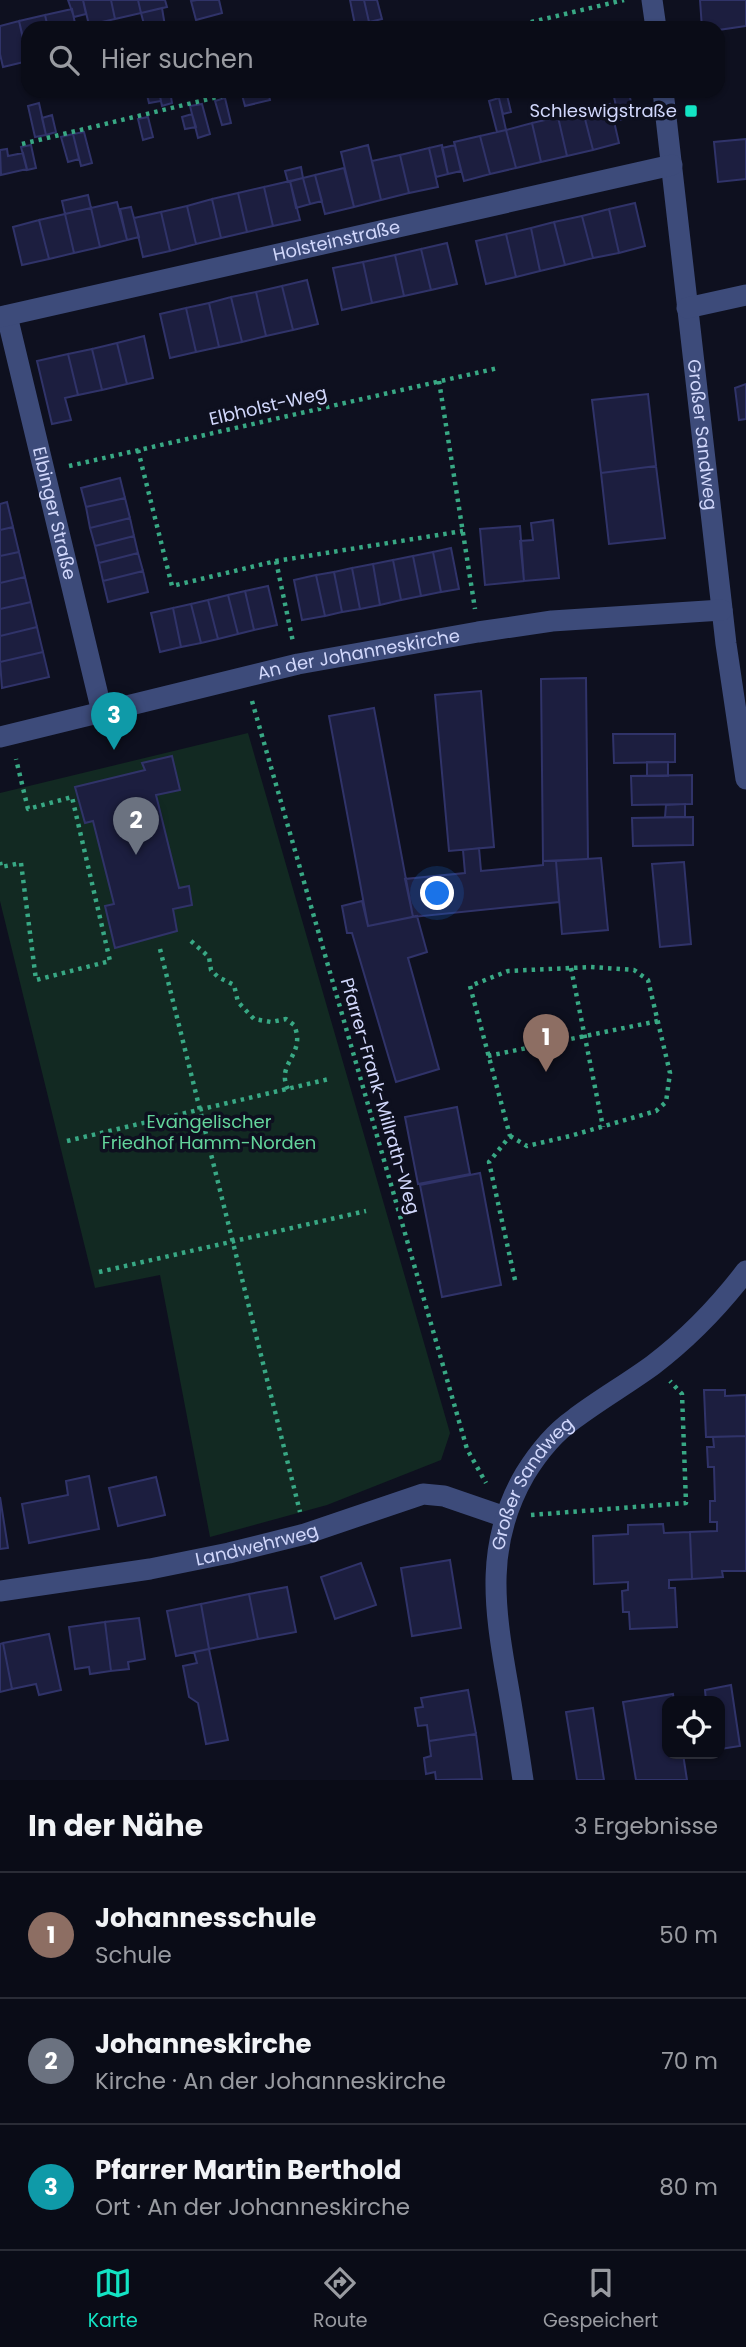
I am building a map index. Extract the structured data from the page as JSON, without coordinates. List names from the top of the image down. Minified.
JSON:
{"streets":{"street":["Holsteinstraße","Großer Sandweg","Elbinger Straße","An der Johanneskirche","Landwehrweg"],"path":["Elbholst-Weg","Pfarrer-Frank-Millrath-Weg"]},"crossings":[["Holsteinstraße","Großer Sandweg"],["Holsteinstraße","Elbinger Straße"],["Elbholst-Weg","Elbinger Straße"],["Großer Sandweg","An der Johanneskirche"],["Großer Sandweg","Pfarrer-Frank-Millrath-Weg"],["Großer Sandweg","Landwehrweg"],["Elbinger Straße","An der Johanneskirche"],["An der Johanneskirche","Pfarrer-Frank-Millrath-Weg"],["Pfarrer-Frank-Millrath-Weg","Landwehrweg"]],"parks":["Evangelischer Friedhof Hamm-Norden"],"places":{"transit":["Schleswigstraße"]},"page":{"search":"Hier suchen","pins":["3","2","1"],"heading":["In der Nähe","3 Ergebnisse"],"list":[{"mark":"1","name":"Johannesschule","note":"Schule","value":"50 m"},{"mark":"2","name":"Johanneskirche","note":"Kirche · An der Johanneskirche","value":"70 m"},{"mark":"3","name":"Pfarrer Martin Berthold","note":"Ort · An der Johanneskirche","value":"80 m"}],"nav":["Karte","Route","Gespeichert"]}}
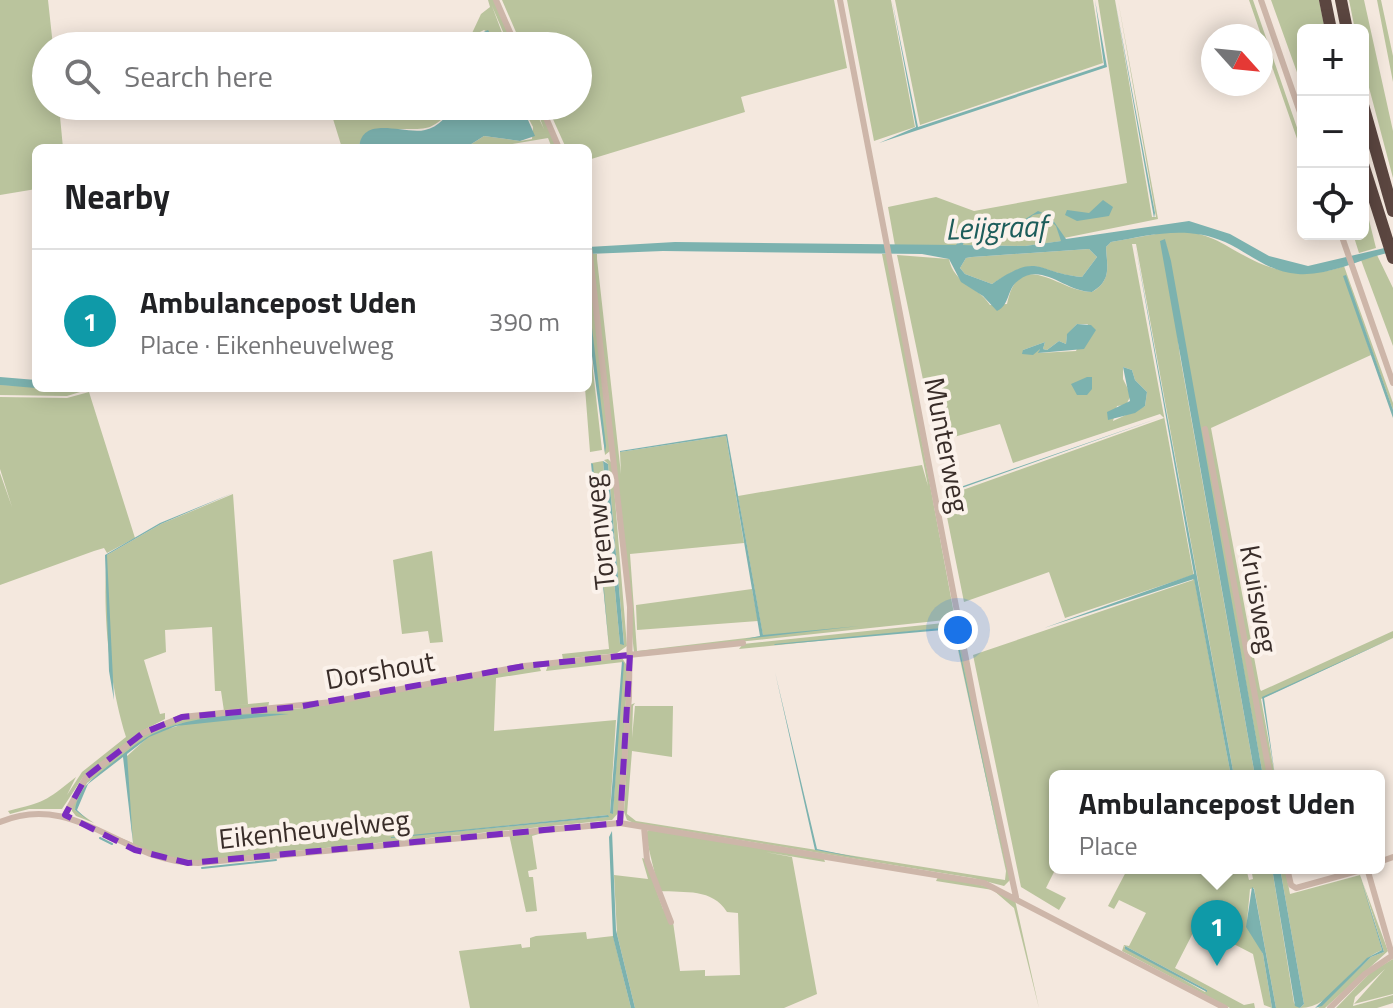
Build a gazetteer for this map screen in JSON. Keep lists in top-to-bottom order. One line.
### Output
{"streets":{"street":["Munterweg","Torenweg","Kruisweg","Dorshout","Eikenheuvelweg"]},"crossings":[["Munterweg","Eikenheuvelweg"],["Torenweg","Dorshout"],["Torenweg","Eikenheuvelweg"],["Dorshout","Eikenheuvelweg"]],"water":["Leijgraaf"],"north":"bottom right","page":{"map_buttons":["+","−"],"search":"Search here","heading":"Nearby","list":[{"mark":"1","name":"Ambulancepost Uden","note":"Place · Eikenheuvelweg","value":"390 m"}],"popup":["Ambulancepost Uden","Place"],"pins":"1"}}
▬▬▬▬▬▬▬▬▬▬
**WHAT YOU SHOULD DO**. Check each line above for the string "JSON" and copy those that have it.

**ANSWER TO THE PROBLEM**.
I am building a map index. Extract the structured data from the page as JSON, without coordinates. List names from the top of the image down. Minified.
JSON:
Build a gazetteer for this map screen in JSON. Keep lists in top-to-bottom order. One line.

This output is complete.